Dataset content:
--- --- ---
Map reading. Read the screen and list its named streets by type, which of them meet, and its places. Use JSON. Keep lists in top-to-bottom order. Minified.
--- --- ---
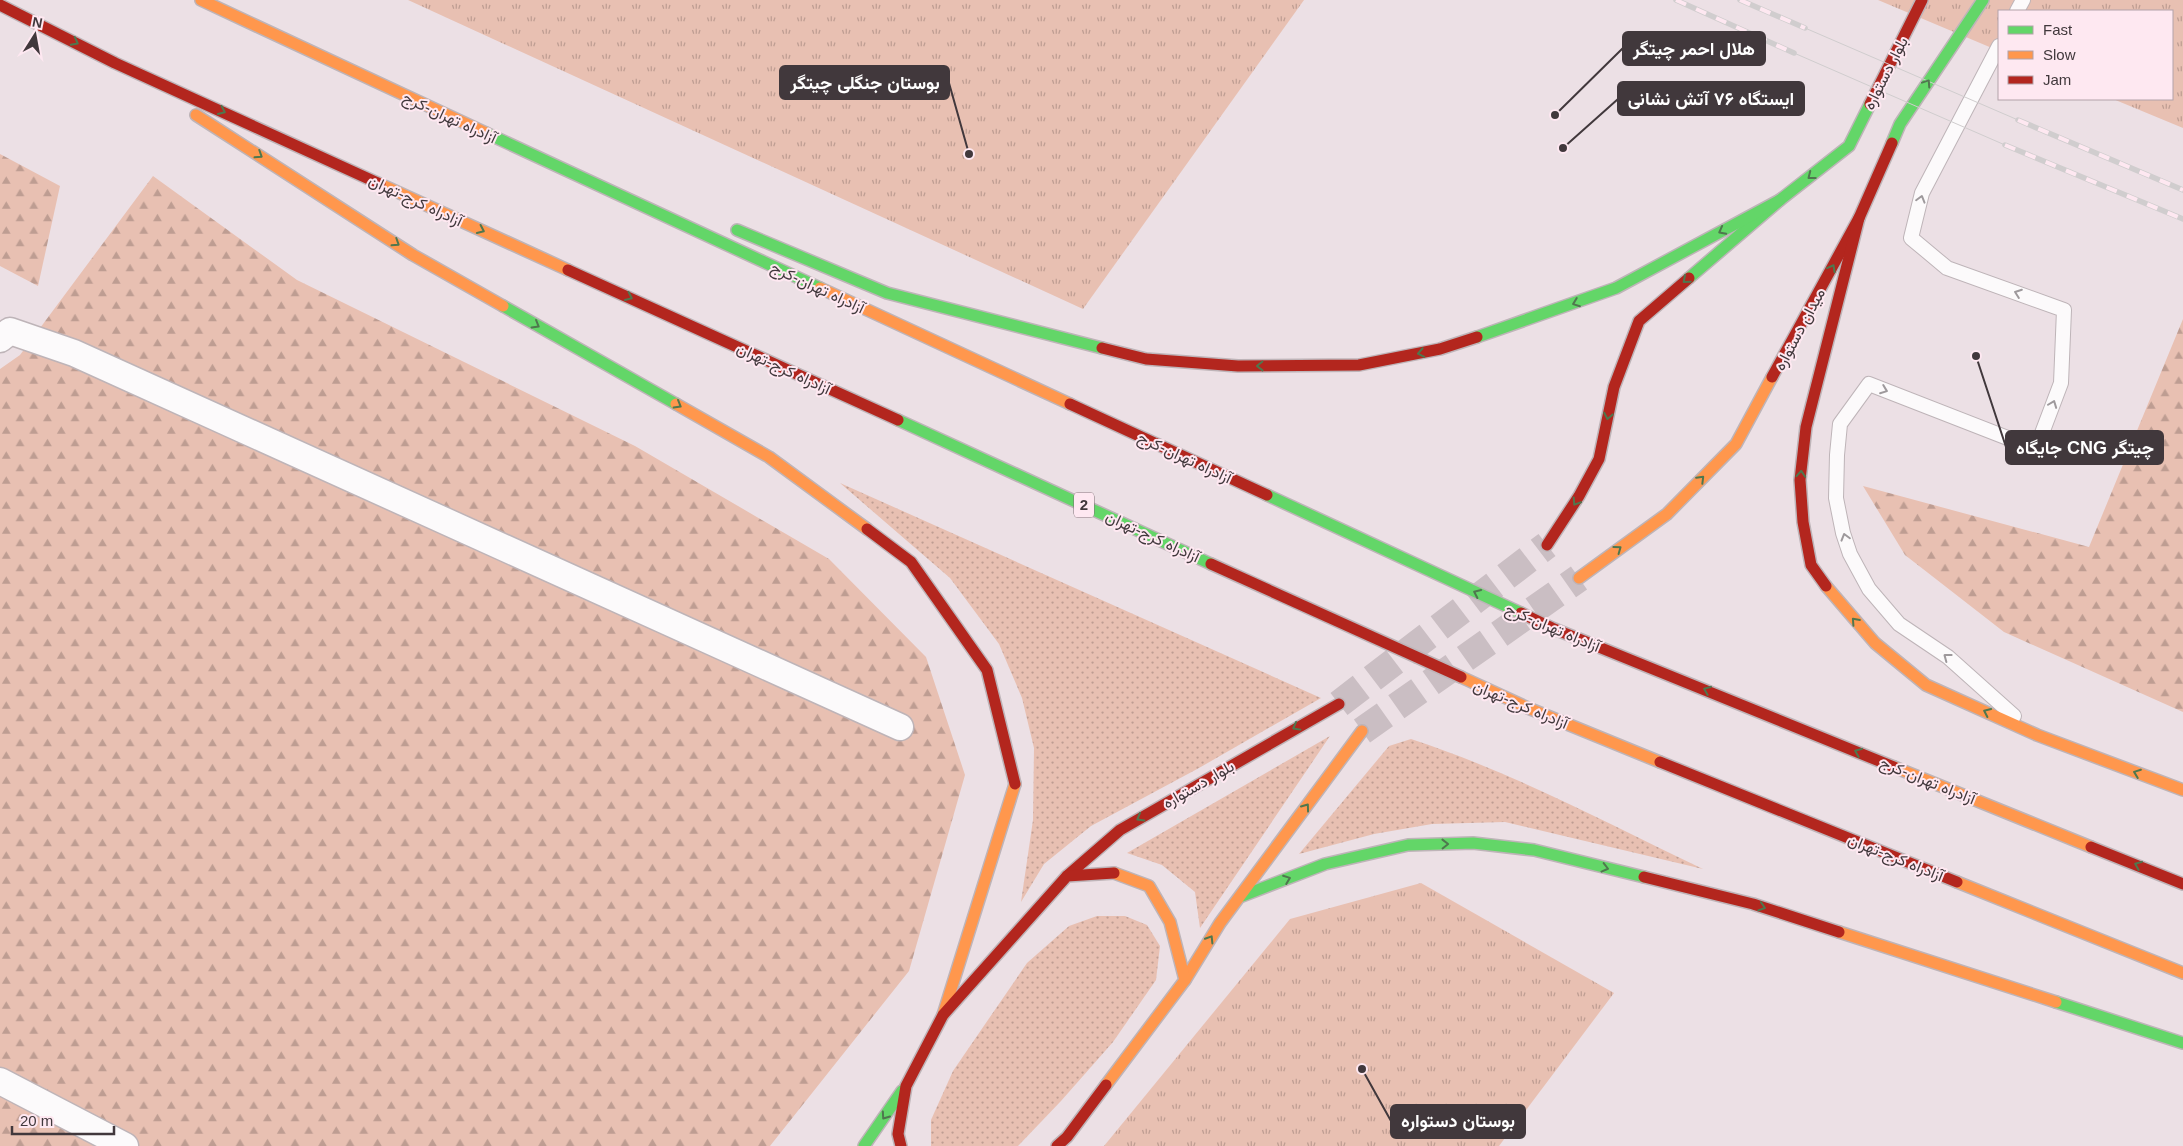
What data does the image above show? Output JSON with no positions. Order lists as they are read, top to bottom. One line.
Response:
--- --- ---
Directions for this task:
With "bottom" as the string to look for, count the matching lines above and give the number by itself.

Answer to this exercise:
2